Held in New York City earlier this month, the seminar focused on the roles of MCC and the UN in the restoration of peace among nations and why that work is essential. Students attended presentations about the actions both organizations are taking in response to recent worldwide conflicts. Students also had the opportunity to participate in powerful devotional sessions with MCC East Coast Executive Director Hyacinth Stevens and Rev. Dionne P. Boissiere, chaplain of the Church Center for the United Nations. The devotional sessions discussed the absence of peace in the world and the duty of Christians to promote peacebuilding.
John Murray, Hesston College director of international admissions, arranged this opportunity for students so they could see these issues from different perspectives.
“The recent events in Israel and Palestine, the ongoing war in Ukraine and a long list of other violent conflicts in the world make this a very important learning experience for our students,” said Murray.
Weishaupt, a freshman from Goshen, Ind., reflected on her experience, “The seminar inspired me to be more intentional about educating myself on current events, while also being aware of what people are doing to bring peace not only from a corporate level, but also from the ground where the event is taking place.”

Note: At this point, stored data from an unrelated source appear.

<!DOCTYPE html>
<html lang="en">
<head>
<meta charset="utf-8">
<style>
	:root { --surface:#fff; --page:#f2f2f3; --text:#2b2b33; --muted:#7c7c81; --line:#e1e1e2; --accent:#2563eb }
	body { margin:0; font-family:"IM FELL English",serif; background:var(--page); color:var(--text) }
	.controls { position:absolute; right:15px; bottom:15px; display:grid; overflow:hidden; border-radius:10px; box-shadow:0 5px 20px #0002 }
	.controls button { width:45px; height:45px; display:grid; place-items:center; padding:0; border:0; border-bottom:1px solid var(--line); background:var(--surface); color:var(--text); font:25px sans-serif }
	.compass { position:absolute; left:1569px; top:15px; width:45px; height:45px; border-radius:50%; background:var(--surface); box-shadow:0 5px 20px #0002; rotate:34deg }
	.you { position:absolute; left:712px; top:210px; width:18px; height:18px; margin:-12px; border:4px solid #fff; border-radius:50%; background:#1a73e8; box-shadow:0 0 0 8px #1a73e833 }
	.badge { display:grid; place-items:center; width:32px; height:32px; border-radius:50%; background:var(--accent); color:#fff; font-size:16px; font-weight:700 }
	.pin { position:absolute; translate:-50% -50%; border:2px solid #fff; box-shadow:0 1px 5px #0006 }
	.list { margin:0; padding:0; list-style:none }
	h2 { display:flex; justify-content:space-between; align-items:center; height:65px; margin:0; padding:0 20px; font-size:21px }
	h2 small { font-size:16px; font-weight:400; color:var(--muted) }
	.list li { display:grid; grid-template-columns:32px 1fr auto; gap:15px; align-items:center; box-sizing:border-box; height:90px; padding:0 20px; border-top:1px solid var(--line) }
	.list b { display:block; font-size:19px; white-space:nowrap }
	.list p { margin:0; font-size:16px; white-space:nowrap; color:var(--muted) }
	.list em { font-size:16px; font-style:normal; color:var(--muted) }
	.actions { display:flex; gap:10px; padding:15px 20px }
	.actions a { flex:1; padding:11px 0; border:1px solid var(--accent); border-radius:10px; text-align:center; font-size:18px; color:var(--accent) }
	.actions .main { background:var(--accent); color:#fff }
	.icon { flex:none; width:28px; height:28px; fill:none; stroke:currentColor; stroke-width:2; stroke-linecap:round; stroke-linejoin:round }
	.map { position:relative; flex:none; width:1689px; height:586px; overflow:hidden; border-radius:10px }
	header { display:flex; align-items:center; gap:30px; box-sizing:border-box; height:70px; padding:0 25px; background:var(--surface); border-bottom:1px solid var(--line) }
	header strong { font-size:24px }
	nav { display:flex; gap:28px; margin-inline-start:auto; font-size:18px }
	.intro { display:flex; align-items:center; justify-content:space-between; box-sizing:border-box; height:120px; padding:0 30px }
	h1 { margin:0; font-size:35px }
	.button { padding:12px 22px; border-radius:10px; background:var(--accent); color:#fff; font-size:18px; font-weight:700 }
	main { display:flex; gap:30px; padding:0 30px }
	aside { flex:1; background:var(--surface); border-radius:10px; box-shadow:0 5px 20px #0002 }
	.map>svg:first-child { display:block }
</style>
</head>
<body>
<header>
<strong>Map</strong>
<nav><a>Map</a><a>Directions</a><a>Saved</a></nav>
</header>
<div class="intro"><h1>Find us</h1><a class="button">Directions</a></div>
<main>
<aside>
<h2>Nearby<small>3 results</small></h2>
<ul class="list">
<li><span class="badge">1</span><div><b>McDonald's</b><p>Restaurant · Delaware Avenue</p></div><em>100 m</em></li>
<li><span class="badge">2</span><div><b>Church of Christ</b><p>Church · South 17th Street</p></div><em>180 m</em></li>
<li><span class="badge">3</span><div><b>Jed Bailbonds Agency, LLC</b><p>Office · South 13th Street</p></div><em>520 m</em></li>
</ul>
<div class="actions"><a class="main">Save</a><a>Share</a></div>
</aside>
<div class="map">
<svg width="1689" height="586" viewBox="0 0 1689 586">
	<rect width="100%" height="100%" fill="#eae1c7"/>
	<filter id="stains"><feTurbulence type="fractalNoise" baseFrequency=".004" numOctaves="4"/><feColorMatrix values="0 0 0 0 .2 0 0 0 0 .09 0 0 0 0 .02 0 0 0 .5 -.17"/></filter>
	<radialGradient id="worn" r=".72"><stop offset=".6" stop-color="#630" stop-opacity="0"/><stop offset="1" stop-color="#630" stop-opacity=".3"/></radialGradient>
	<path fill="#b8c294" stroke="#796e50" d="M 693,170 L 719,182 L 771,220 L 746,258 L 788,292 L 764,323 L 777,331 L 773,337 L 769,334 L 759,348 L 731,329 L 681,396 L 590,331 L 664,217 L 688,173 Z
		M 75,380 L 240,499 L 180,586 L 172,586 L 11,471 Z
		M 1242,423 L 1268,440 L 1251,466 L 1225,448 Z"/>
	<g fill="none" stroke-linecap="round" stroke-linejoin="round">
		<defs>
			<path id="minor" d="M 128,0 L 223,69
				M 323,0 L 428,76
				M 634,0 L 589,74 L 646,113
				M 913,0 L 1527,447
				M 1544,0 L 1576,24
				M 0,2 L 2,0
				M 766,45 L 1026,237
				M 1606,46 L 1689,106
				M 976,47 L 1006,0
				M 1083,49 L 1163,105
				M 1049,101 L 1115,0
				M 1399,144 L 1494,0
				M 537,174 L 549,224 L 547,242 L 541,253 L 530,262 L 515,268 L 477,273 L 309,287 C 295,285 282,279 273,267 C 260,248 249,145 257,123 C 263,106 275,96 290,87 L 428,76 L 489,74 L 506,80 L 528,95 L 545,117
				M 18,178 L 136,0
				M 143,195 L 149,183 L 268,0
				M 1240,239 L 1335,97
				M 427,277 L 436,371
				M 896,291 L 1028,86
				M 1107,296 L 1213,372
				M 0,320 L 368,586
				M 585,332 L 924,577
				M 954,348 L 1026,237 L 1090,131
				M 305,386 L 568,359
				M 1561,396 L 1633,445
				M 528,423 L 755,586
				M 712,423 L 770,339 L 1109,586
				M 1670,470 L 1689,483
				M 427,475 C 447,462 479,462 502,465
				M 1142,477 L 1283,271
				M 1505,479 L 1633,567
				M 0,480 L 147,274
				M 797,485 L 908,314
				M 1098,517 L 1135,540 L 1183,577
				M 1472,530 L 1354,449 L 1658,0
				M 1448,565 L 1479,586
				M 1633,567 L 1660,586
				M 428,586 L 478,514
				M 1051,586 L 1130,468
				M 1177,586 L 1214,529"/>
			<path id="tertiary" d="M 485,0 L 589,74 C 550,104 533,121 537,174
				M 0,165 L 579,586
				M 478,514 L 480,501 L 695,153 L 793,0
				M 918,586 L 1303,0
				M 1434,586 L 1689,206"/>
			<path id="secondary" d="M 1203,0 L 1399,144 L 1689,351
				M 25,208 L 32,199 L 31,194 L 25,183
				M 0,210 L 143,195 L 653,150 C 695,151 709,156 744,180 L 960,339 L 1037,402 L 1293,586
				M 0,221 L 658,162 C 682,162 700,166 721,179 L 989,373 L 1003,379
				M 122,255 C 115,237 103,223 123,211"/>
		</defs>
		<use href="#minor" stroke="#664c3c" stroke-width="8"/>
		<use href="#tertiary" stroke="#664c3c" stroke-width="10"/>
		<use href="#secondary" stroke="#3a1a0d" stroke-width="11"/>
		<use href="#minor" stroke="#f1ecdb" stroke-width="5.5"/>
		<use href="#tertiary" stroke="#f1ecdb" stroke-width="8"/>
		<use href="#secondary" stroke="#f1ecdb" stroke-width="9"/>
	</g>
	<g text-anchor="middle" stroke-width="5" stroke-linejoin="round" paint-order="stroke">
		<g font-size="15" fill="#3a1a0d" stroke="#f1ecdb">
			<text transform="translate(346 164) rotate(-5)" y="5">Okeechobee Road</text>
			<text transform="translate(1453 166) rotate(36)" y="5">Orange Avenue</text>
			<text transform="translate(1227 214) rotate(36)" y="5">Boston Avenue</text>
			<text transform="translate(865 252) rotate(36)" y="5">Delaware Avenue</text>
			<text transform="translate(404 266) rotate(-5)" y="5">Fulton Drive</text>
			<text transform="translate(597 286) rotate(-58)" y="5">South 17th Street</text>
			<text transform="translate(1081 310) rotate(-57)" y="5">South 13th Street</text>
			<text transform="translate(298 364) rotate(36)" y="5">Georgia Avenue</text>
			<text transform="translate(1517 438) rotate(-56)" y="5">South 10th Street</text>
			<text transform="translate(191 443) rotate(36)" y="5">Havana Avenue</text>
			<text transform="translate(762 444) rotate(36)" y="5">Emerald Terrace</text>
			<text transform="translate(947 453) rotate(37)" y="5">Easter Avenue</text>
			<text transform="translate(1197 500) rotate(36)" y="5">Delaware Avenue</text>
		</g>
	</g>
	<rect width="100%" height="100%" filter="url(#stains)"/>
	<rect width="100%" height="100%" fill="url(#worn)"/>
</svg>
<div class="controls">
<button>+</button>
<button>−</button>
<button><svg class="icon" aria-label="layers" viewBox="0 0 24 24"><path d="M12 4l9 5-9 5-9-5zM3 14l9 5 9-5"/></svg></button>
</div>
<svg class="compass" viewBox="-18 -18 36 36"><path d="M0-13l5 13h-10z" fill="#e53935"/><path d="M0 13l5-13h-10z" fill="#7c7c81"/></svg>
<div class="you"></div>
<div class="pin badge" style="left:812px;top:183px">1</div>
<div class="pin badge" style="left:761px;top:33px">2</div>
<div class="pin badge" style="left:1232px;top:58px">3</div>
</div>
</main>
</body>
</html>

Students were also encouraged to participate in discussion groups to evaluate the current actions taken for the sake of peace and what could be done differently. Ruffin, a sophomore from Choctaw, Okla., left the seminar with a few interesting takeaways.
“One strange takeaway that I gained from the seminar was that all of the ‘big name’ diplomats and NGO [non-governmental organization] workers that work with the United Nations were human like me,” recalls Ruffin. “The seminar inspired me to continue seeking the stories of those who usually aren’t consulted in decision-making from institutions who say they’re trying to ‘help.’ With this I found that I need to learn more about history from those who weren’t the victors or in positions of narrative-changing power.”
Raharjo, a senior engineering student from Semarang, Indonesia, had the privilege of making this same trip last year.
“After attending last year’s seminar, I made a shift in the direction of the engineering field that I was planning to go into. I made up my mind that I will do engineering work that will promote peace and justice around the globe,” remarked Raharjo.
Students were also given a tour of the UN building where they learned more about the devastation of war and violence across the globe. This left Raharjo feeling the weight of reality.
“The fact that there is more money being allocated to the production of weapons, instead of the development of peacebuilding, was just so heartbreaking,” said Raharjo. “Once again I was reminded that peacebuilding takes all of us for it to be effective. It is good to have hope in the UN because there are many people there who are also in pursuit of peace, but we also need to be the hope itself.”